Re: [PATCH RESEND] blk-mq: insert request not through ->queue_rq into sw/scheduler queue

Mike Snitzer <snitzer@xxxxxxxxxx> · Tue, 18 Aug 2020 20:20:35 -0400

On Tue, Aug 18 2020 at  7:52pm -0400,
Ming Lei <ming.lei@xxxxxxxxxx> wrote:

> On Tue, Aug 18, 2020 at 11:20:22AM -0400, Mike Snitzer wrote:
> > On Tue, Aug 18 2020 at 10:50am -0400,
> > Jens Axboe <axboe@xxxxxxxxx> wrote:
> > 
> > > On 8/18/20 2:07 AM, Ming Lei wrote:
> > > > c616cbee97ae ("blk-mq: punt failed direct issue to dispatch list") supposed
> > > > to add request which has been through ->queue_rq() to the hw queue dispatch
> > > > list, however it adds request running out of budget or driver tag to hw queue
> > > > too.
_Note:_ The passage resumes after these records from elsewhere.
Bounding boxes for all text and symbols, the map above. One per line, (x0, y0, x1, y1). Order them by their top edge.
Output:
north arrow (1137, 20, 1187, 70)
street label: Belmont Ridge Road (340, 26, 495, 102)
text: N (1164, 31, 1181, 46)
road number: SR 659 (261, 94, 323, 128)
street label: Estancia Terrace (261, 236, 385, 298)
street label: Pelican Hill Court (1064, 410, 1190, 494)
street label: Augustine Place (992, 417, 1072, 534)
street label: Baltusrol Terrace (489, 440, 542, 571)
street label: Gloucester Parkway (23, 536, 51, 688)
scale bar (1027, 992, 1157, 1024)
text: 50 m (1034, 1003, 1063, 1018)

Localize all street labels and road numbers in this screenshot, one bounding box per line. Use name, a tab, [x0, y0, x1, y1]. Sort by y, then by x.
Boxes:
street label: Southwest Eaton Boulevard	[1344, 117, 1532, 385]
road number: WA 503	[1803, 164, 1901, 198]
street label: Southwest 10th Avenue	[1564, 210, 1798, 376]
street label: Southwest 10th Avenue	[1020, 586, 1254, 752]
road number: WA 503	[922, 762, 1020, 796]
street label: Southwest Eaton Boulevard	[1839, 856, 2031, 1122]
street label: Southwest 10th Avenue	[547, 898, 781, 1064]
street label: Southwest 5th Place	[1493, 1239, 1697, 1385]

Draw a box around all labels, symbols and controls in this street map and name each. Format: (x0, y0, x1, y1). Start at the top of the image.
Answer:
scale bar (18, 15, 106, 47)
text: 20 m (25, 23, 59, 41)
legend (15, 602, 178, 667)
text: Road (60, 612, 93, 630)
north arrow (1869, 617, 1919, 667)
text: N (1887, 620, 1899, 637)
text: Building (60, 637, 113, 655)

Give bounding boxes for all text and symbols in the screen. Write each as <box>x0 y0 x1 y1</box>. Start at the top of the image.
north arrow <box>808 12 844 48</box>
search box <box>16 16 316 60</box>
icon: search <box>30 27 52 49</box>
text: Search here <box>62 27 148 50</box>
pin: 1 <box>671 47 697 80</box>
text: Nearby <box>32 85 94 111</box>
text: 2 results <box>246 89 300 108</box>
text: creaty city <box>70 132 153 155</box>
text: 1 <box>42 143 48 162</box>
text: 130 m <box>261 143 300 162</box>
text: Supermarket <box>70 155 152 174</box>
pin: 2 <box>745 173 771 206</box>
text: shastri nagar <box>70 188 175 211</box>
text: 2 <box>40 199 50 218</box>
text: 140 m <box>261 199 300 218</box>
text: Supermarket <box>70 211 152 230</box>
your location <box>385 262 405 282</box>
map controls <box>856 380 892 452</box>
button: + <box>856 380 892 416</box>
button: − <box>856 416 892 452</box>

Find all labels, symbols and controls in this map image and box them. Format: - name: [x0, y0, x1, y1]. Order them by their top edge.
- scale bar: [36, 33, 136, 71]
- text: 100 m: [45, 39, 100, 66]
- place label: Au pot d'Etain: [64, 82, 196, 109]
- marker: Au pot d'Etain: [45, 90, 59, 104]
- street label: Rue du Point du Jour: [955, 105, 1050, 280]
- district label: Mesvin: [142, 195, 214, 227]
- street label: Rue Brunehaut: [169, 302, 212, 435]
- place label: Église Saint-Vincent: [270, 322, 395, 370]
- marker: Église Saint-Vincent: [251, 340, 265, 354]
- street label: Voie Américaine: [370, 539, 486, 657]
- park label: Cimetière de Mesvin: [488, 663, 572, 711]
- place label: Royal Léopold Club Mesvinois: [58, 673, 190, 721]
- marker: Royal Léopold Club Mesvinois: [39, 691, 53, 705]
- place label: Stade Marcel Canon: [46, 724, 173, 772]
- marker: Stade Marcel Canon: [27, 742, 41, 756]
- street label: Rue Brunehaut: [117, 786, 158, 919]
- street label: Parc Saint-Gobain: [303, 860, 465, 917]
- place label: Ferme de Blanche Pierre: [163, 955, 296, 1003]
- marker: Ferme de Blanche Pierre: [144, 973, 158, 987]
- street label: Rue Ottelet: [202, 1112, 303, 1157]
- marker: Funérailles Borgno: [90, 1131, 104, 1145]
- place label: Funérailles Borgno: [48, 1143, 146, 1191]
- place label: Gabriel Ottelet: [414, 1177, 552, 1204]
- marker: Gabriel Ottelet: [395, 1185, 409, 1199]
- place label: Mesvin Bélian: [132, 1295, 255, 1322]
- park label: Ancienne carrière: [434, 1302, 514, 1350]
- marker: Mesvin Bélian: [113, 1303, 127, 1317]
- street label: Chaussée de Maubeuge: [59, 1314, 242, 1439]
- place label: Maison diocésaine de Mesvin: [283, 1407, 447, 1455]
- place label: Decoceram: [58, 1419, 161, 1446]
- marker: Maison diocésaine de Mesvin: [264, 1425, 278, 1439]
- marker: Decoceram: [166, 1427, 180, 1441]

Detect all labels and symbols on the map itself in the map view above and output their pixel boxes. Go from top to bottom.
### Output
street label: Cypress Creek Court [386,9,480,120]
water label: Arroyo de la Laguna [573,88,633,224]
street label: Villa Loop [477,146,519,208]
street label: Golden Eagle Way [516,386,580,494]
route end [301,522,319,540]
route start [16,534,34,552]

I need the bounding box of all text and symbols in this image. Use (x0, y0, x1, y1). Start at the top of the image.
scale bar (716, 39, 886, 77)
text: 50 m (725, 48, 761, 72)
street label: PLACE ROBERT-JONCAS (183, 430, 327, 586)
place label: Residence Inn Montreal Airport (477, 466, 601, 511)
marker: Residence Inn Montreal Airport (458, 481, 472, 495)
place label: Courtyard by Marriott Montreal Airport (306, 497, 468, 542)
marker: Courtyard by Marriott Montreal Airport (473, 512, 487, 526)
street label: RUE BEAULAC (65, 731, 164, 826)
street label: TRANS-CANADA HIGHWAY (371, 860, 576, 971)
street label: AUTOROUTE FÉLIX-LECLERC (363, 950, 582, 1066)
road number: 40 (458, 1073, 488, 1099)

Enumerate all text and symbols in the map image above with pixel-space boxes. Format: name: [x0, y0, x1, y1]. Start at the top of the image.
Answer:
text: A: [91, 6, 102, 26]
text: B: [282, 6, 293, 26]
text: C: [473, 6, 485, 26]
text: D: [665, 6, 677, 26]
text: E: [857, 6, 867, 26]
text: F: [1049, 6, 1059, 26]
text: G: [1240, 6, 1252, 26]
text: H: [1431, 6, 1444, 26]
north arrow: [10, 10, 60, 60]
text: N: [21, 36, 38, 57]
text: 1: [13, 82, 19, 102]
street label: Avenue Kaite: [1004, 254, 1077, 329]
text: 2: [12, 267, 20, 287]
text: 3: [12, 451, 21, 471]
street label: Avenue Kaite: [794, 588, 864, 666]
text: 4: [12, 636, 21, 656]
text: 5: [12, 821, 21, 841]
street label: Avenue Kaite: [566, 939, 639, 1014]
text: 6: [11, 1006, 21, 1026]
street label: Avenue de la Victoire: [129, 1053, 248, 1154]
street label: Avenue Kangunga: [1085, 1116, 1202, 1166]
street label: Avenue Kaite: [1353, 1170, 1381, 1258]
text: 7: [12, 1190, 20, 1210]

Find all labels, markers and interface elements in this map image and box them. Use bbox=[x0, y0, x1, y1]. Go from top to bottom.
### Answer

This way basically bypasses request merge, and causes too many request
> > > > dispatched to LLD, and system% is unnecessary increased.
> > > > 
> > > > Fixes this issue by adding request not through ->queue_rq into sw/scheduler
> > > > queue, and this way is safe because no ->queue_rq is called on this request
> > > > yet.
> > > > 
> > > > High %system can be observed on Azure storvsc device, and even soft lock
> > > > is observed. This patch reduces %system during heavy sequential IO,
> > > > meantime decreases soft lockup risk.
> > > 
> > > Applied, thanks Ming.
> > 
> > Hmm, strikes me as strange that this is occurring given the direct
> > insertion into blk-mq queue (bypassing scheduler) is meant to avoid 2
> > layers of IO merging when dm-mulipath is stacked on blk-mq path(s).  The
> > dm-mpath IO scheduler does all merging and underlying paths' blk-mq
> > request_queues are meant to just dispatch the top-level's requests.
> > 
> > So this change concerns me.  Feels like this design has broken down.
> > 
> 
> 'bypass_insert' is 'true' when blk_insert_cloned_request() is
> called from device mapper code, so this patch doesn't affect dm.

Great.

> > Could be that some other entry point was added for the
> > __blk_mq_try_issue_directly() code?  And it needs to be untangled away
> > from the dm-multipath use-case?
> 
> __blk_mq_try_issue_directly() can be called from blk-mq directly, that
> is the case this patch is addressing, if one request can't be queued to
> LLD because of running out of budget or driver tag, it should be added to
> scheduler queue for improving io merge, meantime we can avoid too many
> requests dispatched to hardware.

I see, so if retry is needed best to attempt merge again.

Thanks for the explanation.

Mike